Deutsche Bank's analysis highlights a tightening supply squeeze in the global copper market. Against the backdrop of accelerating industry consolidation, severe supply disruptions have driven copper prices close to historic highs.

According to market reports, Deutsche Bank stated on November 30 that due to significant supply disruptions and rapid industry consolidation, mine supply is expected to decline in 2025, with only a modest 1% rebound the following year, leaving the market in a "clear deficit state."

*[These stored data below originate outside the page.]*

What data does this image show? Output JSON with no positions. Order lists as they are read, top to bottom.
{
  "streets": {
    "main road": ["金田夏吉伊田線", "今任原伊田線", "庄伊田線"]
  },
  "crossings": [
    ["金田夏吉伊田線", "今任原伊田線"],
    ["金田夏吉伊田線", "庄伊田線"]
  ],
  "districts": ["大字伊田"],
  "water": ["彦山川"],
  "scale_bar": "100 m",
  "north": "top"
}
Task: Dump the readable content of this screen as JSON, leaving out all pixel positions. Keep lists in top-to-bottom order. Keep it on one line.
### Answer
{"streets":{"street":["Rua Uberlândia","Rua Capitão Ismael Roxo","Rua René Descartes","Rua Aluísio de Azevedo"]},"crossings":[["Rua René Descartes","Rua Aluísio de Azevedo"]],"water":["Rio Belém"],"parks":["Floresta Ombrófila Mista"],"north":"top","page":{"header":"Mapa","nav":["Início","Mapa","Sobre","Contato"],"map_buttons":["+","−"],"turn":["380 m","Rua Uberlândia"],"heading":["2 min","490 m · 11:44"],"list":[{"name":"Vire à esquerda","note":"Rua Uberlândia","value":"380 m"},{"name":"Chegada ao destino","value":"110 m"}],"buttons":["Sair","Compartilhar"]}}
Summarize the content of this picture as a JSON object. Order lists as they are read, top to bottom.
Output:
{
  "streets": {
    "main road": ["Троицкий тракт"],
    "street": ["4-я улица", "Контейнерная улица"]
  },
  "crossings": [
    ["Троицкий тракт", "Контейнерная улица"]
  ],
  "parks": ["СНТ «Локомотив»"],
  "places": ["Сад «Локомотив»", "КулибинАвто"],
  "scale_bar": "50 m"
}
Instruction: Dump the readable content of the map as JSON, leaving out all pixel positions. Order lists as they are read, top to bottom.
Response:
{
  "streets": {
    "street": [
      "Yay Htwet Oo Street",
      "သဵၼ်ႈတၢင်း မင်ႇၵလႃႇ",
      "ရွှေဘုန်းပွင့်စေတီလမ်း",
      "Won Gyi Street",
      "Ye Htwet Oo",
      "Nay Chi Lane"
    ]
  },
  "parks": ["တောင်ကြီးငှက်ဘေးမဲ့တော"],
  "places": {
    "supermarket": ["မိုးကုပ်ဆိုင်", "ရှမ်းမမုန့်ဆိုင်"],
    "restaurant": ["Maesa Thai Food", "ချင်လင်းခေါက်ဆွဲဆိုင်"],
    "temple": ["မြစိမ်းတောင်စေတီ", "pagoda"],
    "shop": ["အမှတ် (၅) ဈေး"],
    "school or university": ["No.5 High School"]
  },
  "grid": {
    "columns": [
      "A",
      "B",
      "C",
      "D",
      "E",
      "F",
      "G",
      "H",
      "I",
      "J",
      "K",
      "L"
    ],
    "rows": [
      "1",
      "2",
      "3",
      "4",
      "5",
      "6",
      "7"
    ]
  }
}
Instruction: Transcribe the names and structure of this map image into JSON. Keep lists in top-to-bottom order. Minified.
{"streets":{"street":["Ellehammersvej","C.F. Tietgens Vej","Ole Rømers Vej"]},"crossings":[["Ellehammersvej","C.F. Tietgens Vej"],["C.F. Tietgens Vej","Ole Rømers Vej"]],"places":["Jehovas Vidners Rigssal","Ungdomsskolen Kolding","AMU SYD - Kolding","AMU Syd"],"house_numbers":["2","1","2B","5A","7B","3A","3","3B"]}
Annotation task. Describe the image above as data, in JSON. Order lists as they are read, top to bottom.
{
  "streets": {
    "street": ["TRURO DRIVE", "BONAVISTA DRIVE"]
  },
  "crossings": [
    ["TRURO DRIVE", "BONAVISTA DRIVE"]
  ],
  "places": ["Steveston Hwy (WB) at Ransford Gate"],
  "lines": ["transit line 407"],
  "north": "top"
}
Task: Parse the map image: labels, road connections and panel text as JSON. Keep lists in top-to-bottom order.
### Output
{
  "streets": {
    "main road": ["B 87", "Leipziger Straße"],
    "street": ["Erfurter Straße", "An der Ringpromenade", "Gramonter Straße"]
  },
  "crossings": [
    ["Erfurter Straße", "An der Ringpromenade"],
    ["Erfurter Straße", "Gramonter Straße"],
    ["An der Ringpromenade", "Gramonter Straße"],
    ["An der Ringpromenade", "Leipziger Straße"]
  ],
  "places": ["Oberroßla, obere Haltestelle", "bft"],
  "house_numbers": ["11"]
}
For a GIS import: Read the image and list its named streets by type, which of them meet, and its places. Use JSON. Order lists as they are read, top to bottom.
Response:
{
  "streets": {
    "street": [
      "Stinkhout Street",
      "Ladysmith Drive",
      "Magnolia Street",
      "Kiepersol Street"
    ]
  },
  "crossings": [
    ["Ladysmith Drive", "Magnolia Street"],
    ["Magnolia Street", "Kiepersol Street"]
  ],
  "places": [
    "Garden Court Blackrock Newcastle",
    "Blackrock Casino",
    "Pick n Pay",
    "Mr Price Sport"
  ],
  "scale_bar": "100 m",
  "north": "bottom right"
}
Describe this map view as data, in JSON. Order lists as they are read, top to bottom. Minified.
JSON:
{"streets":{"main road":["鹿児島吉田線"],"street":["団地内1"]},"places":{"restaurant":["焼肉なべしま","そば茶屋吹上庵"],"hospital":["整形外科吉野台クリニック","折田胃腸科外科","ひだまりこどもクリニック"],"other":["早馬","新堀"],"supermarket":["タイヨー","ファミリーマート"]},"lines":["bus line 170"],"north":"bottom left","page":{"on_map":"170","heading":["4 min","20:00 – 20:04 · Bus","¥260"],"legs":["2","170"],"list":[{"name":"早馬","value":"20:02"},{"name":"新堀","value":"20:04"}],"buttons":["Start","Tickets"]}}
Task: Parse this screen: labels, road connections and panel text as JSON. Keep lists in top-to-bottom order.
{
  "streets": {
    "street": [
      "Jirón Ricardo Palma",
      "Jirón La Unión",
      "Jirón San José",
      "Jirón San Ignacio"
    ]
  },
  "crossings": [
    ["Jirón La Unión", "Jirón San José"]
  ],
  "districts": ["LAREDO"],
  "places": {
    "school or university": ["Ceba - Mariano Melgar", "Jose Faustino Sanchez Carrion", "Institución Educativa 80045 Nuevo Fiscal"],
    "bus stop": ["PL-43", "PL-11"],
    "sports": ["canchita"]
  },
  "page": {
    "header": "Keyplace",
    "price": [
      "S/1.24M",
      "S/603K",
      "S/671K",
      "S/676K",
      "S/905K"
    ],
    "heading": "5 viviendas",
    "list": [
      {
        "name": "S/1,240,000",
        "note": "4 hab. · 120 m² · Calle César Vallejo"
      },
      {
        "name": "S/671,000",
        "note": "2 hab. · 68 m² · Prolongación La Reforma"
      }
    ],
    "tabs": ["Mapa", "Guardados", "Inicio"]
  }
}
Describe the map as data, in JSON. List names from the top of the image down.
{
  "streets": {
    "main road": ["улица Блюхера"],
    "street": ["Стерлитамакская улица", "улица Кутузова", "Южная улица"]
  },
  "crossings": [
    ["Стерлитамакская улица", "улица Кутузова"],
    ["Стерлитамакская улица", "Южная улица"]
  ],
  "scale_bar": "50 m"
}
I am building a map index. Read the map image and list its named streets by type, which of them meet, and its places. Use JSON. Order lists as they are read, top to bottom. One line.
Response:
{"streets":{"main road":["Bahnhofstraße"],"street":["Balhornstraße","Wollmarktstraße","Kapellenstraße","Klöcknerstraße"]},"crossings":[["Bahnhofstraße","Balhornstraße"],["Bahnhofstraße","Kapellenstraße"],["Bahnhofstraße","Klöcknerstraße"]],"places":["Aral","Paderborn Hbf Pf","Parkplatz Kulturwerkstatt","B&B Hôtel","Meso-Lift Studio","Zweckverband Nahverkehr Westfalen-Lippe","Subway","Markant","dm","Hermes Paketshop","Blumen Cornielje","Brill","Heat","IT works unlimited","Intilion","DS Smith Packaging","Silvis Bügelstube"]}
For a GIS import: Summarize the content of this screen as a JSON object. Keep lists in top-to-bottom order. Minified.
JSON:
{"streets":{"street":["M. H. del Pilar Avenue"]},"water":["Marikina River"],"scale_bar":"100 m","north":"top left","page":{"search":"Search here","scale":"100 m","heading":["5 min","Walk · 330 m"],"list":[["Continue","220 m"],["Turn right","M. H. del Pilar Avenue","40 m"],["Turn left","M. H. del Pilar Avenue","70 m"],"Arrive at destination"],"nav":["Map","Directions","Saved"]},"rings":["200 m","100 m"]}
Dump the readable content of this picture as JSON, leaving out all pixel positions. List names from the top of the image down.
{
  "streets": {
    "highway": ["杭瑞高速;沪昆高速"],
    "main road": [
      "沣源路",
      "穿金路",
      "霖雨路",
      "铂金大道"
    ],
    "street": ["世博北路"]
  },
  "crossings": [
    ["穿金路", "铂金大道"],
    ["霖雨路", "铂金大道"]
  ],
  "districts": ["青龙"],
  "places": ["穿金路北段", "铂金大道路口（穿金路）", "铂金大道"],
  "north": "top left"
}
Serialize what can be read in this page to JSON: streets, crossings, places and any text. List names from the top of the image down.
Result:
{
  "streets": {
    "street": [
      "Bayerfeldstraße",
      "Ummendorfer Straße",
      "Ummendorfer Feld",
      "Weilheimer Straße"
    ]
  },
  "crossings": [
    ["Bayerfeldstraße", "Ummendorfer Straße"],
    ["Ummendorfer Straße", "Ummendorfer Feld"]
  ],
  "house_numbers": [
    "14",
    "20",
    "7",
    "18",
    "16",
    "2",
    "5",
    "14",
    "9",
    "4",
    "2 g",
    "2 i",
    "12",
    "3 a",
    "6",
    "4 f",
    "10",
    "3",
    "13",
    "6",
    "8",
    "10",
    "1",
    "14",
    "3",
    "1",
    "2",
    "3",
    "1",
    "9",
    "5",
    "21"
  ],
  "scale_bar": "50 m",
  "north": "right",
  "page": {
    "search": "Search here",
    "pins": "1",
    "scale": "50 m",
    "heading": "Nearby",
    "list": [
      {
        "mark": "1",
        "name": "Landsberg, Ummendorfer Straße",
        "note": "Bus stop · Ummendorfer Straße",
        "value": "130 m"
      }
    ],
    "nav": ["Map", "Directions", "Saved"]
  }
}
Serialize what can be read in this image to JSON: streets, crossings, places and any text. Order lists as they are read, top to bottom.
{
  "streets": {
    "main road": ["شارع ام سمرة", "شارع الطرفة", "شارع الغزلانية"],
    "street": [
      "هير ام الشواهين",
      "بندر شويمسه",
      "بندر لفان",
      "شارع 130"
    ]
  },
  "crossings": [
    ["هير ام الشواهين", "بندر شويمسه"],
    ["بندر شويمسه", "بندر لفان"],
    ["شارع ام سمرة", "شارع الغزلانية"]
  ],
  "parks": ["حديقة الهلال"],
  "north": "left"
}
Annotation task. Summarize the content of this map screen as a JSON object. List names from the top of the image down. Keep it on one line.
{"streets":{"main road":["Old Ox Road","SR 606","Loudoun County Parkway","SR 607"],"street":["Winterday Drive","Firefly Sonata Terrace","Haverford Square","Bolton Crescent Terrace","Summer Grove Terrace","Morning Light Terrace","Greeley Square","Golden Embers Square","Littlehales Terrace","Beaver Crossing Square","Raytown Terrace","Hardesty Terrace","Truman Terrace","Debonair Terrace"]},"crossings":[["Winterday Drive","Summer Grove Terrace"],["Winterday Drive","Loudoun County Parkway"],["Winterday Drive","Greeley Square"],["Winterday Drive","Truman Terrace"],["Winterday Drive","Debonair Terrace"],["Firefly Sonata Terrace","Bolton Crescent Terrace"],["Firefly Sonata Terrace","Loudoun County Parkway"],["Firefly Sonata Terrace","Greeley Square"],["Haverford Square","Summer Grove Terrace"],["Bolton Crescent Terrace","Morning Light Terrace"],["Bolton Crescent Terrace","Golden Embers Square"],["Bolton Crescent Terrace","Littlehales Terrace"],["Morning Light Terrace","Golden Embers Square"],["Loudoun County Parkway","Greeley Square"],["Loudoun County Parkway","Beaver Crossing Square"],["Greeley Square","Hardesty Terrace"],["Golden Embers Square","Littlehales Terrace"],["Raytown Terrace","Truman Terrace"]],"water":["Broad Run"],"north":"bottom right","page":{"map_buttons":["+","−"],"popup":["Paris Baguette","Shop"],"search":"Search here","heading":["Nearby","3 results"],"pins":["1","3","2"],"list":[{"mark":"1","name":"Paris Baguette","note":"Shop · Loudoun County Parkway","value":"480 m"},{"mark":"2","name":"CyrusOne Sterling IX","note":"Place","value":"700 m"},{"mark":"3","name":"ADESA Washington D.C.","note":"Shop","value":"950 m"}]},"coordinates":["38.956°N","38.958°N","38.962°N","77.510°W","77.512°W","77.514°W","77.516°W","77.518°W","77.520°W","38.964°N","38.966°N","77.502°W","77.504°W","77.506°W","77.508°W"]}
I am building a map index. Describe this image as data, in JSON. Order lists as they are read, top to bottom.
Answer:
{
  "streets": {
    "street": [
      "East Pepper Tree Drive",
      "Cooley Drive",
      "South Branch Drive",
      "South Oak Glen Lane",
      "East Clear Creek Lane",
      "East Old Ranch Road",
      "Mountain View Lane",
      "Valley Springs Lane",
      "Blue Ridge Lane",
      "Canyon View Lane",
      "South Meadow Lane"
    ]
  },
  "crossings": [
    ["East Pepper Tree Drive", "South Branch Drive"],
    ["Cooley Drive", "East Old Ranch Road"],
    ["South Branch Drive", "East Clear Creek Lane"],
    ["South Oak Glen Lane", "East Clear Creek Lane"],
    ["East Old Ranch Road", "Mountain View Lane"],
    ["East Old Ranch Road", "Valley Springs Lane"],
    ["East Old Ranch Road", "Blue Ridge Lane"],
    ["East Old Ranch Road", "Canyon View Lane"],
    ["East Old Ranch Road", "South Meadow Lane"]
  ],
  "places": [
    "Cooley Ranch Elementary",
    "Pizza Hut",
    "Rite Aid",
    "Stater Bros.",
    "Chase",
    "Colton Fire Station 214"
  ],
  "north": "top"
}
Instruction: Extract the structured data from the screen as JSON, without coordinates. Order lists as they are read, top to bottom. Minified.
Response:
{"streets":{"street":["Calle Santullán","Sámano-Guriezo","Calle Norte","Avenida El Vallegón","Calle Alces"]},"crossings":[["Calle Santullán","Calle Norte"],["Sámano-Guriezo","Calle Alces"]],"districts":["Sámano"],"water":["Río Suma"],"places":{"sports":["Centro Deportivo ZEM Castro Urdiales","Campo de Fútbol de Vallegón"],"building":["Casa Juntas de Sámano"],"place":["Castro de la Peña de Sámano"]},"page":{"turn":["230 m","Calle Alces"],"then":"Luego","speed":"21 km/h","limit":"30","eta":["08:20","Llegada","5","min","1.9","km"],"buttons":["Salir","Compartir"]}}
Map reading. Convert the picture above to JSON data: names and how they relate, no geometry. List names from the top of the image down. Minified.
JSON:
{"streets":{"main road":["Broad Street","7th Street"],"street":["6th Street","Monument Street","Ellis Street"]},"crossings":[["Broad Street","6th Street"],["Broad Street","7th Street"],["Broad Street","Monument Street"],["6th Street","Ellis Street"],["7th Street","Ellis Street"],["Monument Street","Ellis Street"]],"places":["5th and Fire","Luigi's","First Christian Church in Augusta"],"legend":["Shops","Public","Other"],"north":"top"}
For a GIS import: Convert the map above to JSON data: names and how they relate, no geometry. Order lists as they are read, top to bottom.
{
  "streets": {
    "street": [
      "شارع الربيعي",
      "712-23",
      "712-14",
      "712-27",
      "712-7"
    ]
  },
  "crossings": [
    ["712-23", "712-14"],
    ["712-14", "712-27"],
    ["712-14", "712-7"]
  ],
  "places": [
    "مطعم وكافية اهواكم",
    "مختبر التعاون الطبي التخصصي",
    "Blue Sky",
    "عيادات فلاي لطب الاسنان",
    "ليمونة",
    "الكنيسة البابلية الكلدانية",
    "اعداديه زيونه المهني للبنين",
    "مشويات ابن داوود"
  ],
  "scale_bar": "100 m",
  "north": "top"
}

Impact on Investors: This outlook prompted Deutsche Bank to raise its 2026 copper price forecast to $10,600 per ton, with prices potentially exceeding $11,000 per ton in the first half of 2026. The copper market has entered a new phase dominated by incentive pricing. Investors should closely monitor upcoming "Capital Markets Days" (CMD) from major mining giants, particularly Glencore, whose M&A activity and projected free cash flow yield of 10% (2026E) make it a focal point.

Key Company Developments: Glencore will host its first CMD in two years, aiming to restore confidence in its operational capabilities. Meanwhile, Rio Tinto will emphasize business simplification and capital discipline. Deutsche Bank lists Anglo Teck, Glencore (GLEN), and Freeport-McMoRan (FCX) as top picks.

On December 1, LME copper prices hit a record high of $11,279 per ton.

Copper Market Outlook: Supply Shortage Inevitable While the report acknowledges risks, such as concerns over an "AI bubble," Deutsche Bank believes incentive pricing will persist unless a severe global economic slowdown occurs. Long-term drivers include:

Electrification & Digitalization Trends: Global electricity demand growth surpassed GDP expansion in 2024 and is expected to continue at a healthy pace.

Slow Project Approvals: New copper mine approvals may remain insufficient to meet future demand.

Deutsche Bank upgraded Boliden (BOL) to "Buy" while downgrading First Quantum (FM) to "Hold."

Glencore’s CMD: A Comeback or Hidden Agenda? Glencore will hold its first CMD since 2022 on December 3, drawing significant market attention. After years of weak output, the company aims to rebuild investor confidence in its operational capabilities and showcase growth opportunities in its copper business.

Deutsche Bank suggests that if Glencore limits its 2026 production guidance cut to copper (already anticipated) while maintaining 2027/28 recovery targets and keeping industrial capex (excluding unapproved major projects) within $6–7 billion, the update could be well-received. However, M&A remains the "elephant in the room," with Glencore historically open to divesting segments like coal for the "right deal." Reports also indicate potential sales of its Kazzinc unit. With a 2026E spot FCF yield of 10%—the highest among peers—Glencore’s valuation is highly attractive.

Rio Tinto & Others: Focus on Capital Discipline & Divestments Rio Tinto’s CMD on December 4 is expected to emphasize streamlining operations, capital discipline, and non-core asset sales. Deutsche Bank anticipates Rio will reaffirm annual group capex guidance of $10–11 billion (potentially lowering it below $10 billion mid-term), introduce cost targets, and update plans to sell smaller units (including borates and iron-titanium businesses). Additionally, Rio will debut 2026 production guidance, with Simandou project updates under scrutiny amid concerns over potential 2025 oversupply. No major strategic shifts are expected.

Other industry events include Vale’s (VALE) CMD on December 2 and Boliden’s project/capex update on December 5. Anglo Teck’s merger vote is scheduled for December 9.